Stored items
=== Section Start ===
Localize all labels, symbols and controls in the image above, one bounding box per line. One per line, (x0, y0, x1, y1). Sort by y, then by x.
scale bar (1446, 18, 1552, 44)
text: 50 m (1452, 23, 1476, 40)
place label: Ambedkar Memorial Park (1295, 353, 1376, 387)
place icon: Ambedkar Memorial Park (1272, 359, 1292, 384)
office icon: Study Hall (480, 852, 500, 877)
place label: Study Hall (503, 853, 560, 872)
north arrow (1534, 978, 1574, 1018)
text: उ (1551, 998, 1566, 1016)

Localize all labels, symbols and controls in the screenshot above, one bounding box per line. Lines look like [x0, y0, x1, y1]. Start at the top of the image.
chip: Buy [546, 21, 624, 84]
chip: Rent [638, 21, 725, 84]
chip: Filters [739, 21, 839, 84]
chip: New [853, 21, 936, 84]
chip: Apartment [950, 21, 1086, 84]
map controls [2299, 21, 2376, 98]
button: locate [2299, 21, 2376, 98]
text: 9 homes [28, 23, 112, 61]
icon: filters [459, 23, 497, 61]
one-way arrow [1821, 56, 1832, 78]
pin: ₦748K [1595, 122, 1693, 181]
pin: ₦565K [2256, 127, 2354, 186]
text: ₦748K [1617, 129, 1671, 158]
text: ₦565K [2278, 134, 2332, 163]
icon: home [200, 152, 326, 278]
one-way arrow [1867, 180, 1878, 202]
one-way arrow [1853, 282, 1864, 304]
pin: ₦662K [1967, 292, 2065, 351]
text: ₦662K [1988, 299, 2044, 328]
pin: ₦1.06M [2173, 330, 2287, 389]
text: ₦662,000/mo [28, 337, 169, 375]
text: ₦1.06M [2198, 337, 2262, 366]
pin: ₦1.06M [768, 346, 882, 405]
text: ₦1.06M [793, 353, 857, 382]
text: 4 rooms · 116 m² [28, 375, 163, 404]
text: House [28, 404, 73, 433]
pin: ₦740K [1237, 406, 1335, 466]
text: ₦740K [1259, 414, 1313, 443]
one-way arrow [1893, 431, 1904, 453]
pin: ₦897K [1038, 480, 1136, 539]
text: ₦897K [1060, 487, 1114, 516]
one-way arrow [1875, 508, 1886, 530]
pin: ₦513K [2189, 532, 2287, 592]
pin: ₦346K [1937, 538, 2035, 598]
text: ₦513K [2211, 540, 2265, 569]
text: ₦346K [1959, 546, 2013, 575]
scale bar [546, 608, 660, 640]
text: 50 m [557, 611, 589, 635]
=== Section End ===
=== Exercise instructions ===
Reproduce the data. Match each line exactly.

=== Exercise output ===
Localize all labels, symbols and controls in the image above, one bounding box per line. One per line, (x0, y0, x1, y1). Sort by y, then by x.
scale bar (1446, 18, 1552, 44)
text: 50 m (1452, 23, 1476, 40)
place label: Ambedkar Memorial Park (1295, 353, 1376, 387)
place icon: Ambedkar Memorial Park (1272, 359, 1292, 384)
office icon: Study Hall (480, 852, 500, 877)
place label: Study Hall (503, 853, 560, 872)
north arrow (1534, 978, 1574, 1018)
text: उ (1551, 998, 1566, 1016)

Localize all labels, symbols and controls in the screenshot above, one bounding box per line. Lines look like [x0, y0, x1, y1]. Start at the top of the image.
chip: Buy [546, 21, 624, 84]
chip: Rent [638, 21, 725, 84]
chip: Filters [739, 21, 839, 84]
chip: New [853, 21, 936, 84]
chip: Apartment [950, 21, 1086, 84]
map controls [2299, 21, 2376, 98]
button: locate [2299, 21, 2376, 98]
text: 9 homes [28, 23, 112, 61]
icon: filters [459, 23, 497, 61]
one-way arrow [1821, 56, 1832, 78]
pin: ₦748K [1595, 122, 1693, 181]
pin: ₦565K [2256, 127, 2354, 186]
text: ₦748K [1617, 129, 1671, 158]
text: ₦565K [2278, 134, 2332, 163]
icon: home [200, 152, 326, 278]
one-way arrow [1867, 180, 1878, 202]
one-way arrow [1853, 282, 1864, 304]
pin: ₦662K [1967, 292, 2065, 351]
text: ₦662K [1988, 299, 2044, 328]
pin: ₦1.06M [2173, 330, 2287, 389]
text: ₦662,000/mo [28, 337, 169, 375]
text: ₦1.06M [2198, 337, 2262, 366]
pin: ₦1.06M [768, 346, 882, 405]
text: ₦1.06M [793, 353, 857, 382]
text: 4 rooms · 116 m² [28, 375, 163, 404]
text: House [28, 404, 73, 433]
pin: ₦740K [1237, 406, 1335, 466]
text: ₦740K [1259, 414, 1313, 443]
one-way arrow [1893, 431, 1904, 453]
pin: ₦897K [1038, 480, 1136, 539]
text: ₦897K [1060, 487, 1114, 516]
one-way arrow [1875, 508, 1886, 530]
pin: ₦513K [2189, 532, 2287, 592]
pin: ₦346K [1937, 538, 2035, 598]
text: ₦513K [2211, 540, 2265, 569]
text: ₦346K [1959, 546, 2013, 575]
scale bar [546, 608, 660, 640]
text: 50 m [557, 611, 589, 635]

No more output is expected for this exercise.